• [Records to process]:
_ _ _ _ _

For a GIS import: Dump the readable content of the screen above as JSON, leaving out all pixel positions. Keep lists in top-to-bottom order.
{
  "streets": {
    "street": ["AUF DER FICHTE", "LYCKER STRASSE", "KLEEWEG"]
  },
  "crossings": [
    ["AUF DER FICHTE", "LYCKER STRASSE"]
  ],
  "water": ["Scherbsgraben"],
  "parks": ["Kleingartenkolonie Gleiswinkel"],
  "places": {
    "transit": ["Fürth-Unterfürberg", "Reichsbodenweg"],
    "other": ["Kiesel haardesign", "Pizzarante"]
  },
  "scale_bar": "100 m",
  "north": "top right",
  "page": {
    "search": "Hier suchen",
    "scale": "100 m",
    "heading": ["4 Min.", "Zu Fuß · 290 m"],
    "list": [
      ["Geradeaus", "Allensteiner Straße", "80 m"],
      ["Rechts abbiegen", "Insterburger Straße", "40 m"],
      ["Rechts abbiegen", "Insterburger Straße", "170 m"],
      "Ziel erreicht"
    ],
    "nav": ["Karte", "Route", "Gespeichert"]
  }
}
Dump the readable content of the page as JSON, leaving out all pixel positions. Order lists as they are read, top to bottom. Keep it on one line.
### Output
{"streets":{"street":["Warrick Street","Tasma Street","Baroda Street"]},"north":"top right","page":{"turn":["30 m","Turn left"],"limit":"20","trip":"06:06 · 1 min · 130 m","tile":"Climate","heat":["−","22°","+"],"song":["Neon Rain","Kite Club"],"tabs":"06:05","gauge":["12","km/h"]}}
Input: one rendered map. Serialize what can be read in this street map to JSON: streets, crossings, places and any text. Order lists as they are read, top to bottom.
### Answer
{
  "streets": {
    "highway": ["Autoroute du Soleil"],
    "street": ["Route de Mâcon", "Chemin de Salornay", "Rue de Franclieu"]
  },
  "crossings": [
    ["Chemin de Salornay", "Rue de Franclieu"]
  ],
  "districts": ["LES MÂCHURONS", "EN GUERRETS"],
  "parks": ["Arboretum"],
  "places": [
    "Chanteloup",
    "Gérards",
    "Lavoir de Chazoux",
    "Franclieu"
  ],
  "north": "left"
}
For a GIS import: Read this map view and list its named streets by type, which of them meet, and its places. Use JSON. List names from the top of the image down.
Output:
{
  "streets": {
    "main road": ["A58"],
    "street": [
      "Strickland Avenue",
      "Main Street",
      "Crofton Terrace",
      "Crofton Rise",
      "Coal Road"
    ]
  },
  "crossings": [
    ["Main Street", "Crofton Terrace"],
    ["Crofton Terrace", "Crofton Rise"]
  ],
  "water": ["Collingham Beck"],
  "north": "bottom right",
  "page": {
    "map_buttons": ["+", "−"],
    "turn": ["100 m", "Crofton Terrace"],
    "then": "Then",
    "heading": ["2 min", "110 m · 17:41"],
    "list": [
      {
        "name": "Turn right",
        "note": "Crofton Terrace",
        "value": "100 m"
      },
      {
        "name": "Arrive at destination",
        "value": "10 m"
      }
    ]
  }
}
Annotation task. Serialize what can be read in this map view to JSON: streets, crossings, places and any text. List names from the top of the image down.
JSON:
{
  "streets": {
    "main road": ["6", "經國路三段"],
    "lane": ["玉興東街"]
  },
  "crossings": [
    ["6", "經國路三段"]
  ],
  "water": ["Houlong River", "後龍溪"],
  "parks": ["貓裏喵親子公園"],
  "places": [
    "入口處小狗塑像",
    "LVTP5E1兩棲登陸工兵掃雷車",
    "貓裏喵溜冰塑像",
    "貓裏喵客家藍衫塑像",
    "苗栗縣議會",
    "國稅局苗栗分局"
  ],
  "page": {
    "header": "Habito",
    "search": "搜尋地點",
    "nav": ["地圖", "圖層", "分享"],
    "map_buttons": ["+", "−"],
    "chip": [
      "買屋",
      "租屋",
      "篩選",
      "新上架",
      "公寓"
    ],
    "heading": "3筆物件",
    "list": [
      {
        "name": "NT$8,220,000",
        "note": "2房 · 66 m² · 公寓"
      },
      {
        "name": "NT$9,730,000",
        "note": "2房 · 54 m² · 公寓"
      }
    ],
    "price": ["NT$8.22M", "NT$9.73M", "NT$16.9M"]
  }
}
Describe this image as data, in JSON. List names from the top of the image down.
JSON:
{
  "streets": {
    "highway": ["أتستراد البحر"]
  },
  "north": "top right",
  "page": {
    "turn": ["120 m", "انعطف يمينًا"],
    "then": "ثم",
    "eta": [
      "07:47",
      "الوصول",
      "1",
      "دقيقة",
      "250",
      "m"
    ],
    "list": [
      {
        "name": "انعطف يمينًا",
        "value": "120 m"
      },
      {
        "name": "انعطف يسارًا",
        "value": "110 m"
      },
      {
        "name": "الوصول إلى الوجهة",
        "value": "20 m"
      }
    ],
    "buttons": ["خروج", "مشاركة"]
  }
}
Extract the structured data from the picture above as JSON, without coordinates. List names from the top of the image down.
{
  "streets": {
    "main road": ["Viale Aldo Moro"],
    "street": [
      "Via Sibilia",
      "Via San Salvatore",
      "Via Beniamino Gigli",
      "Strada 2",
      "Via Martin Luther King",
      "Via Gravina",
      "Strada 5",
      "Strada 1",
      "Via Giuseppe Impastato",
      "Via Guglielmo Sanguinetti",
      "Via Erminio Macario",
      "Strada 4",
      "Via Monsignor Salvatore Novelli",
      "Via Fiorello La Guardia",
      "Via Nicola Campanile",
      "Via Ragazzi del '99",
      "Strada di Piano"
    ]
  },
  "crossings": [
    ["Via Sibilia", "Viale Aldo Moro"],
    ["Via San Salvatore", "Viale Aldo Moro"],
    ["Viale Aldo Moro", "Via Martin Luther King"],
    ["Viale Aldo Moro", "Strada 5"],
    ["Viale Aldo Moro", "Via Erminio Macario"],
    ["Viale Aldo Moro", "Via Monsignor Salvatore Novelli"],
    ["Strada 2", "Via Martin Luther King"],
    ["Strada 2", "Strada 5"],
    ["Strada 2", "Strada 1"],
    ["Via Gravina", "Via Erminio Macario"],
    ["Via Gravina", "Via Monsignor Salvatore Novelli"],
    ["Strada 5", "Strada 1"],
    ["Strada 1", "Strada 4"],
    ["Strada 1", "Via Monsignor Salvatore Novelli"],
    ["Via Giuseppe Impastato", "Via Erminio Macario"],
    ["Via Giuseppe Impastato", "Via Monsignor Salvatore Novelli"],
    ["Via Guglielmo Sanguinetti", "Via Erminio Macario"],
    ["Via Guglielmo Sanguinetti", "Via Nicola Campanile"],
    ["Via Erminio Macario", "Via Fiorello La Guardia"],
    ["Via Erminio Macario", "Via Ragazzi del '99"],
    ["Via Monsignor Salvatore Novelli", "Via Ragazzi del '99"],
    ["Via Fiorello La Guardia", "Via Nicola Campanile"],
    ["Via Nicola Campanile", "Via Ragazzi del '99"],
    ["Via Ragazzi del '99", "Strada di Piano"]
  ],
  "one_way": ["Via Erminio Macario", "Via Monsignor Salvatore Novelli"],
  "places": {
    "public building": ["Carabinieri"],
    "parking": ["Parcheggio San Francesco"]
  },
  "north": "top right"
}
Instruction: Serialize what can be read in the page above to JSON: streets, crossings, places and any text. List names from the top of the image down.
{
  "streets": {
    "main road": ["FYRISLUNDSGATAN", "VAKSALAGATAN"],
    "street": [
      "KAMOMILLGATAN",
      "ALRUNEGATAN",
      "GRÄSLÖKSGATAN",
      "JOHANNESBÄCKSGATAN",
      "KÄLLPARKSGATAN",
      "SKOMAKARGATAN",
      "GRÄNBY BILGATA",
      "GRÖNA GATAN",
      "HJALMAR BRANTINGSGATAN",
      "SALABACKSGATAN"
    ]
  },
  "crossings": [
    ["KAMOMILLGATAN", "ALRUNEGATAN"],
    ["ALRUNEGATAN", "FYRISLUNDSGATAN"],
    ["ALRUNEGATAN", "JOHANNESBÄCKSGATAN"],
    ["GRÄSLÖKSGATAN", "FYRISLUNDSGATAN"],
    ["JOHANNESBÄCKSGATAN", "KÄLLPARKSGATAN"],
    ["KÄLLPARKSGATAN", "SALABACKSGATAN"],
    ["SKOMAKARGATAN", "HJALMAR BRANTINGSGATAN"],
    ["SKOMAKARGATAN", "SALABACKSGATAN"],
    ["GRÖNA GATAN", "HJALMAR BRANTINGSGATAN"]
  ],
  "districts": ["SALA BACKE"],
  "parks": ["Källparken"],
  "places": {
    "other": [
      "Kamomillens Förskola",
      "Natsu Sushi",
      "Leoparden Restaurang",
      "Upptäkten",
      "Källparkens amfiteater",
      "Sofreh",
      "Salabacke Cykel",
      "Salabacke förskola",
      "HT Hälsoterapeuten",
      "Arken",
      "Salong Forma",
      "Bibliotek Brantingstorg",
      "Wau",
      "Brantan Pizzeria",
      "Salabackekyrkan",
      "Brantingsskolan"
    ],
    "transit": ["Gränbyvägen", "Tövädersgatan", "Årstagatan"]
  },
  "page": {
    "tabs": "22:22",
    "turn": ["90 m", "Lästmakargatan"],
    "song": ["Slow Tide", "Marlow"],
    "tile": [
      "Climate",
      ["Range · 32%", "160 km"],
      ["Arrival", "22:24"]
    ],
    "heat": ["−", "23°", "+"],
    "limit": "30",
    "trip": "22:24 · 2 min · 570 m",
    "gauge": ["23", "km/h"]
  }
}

_ _ _ _ _

• [Exercise directions]:
Go through the material above and output exactly the lines from the one containing "Dump the readable content of the page" through the one containing "Annotation task. Serialize".

• [Your response]:
Dump the readable content of the page as JSON, leaving out all pixel positions. Order lists as they are read, top to bottom. Keep it on one line.
### Output
{"streets":{"street":["Warrick Street","Tasma Street","Baroda Street"]},"north":"top right","page":{"turn":["30 m","Turn left"],"limit":"20","trip":"06:06 · 1 min · 130 m","tile":"Climate","heat":["−","22°","+"],"song":["Neon Rain","Kite Club"],"tabs":"06:05","gauge":["12","km/h"]}}
Input: one rendered map. Serialize what can be read in this street map to JSON: streets, crossings, places and any text. Order lists as they are read, top to bottom.
### Answer
{
  "streets": {
    "highway": ["Autoroute du Soleil"],
    "street": ["Route de Mâcon", "Chemin de Salornay", "Rue de Franclieu"]
  },
  "crossings": [
    ["Chemin de Salornay", "Rue de Franclieu"]
  ],
  "districts": ["LES MÂCHURONS", "EN GUERRETS"],
  "parks": ["Arboretum"],
  "places": [
    "Chanteloup",
    "Gérards",
    "Lavoir de Chazoux",
    "Franclieu"
  ],
  "north": "left"
}
For a GIS import: Read this map view and list its named streets by type, which of them meet, and its places. Use JSON. List names from the top of the image down.
Output:
{
  "streets": {
    "main road": ["A58"],
    "street": [
      "Strickland Avenue",
      "Main Street",
      "Crofton Terrace",
      "Crofton Rise",
      "Coal Road"
    ]
  },
  "crossings": [
    ["Main Street", "Crofton Terrace"],
    ["Crofton Terrace", "Crofton Rise"]
  ],
  "water": ["Collingham Beck"],
  "north": "bottom right",
  "page": {
    "map_buttons": ["+", "−"],
    "turn": ["100 m", "Crofton Terrace"],
    "then": "Then",
    "heading": ["2 min", "110 m · 17:41"],
    "list": [
      {
        "name": "Turn right",
        "note": "Crofton Terrace",
        "value": "100 m"
      },
      {
        "name": "Arrive at destination",
        "value": "10 m"
      }
    ]
  }
}
Annotation task. Serialize what can be read in this map view to JSON: streets, crossings, places and any text. List names from the top of the image down.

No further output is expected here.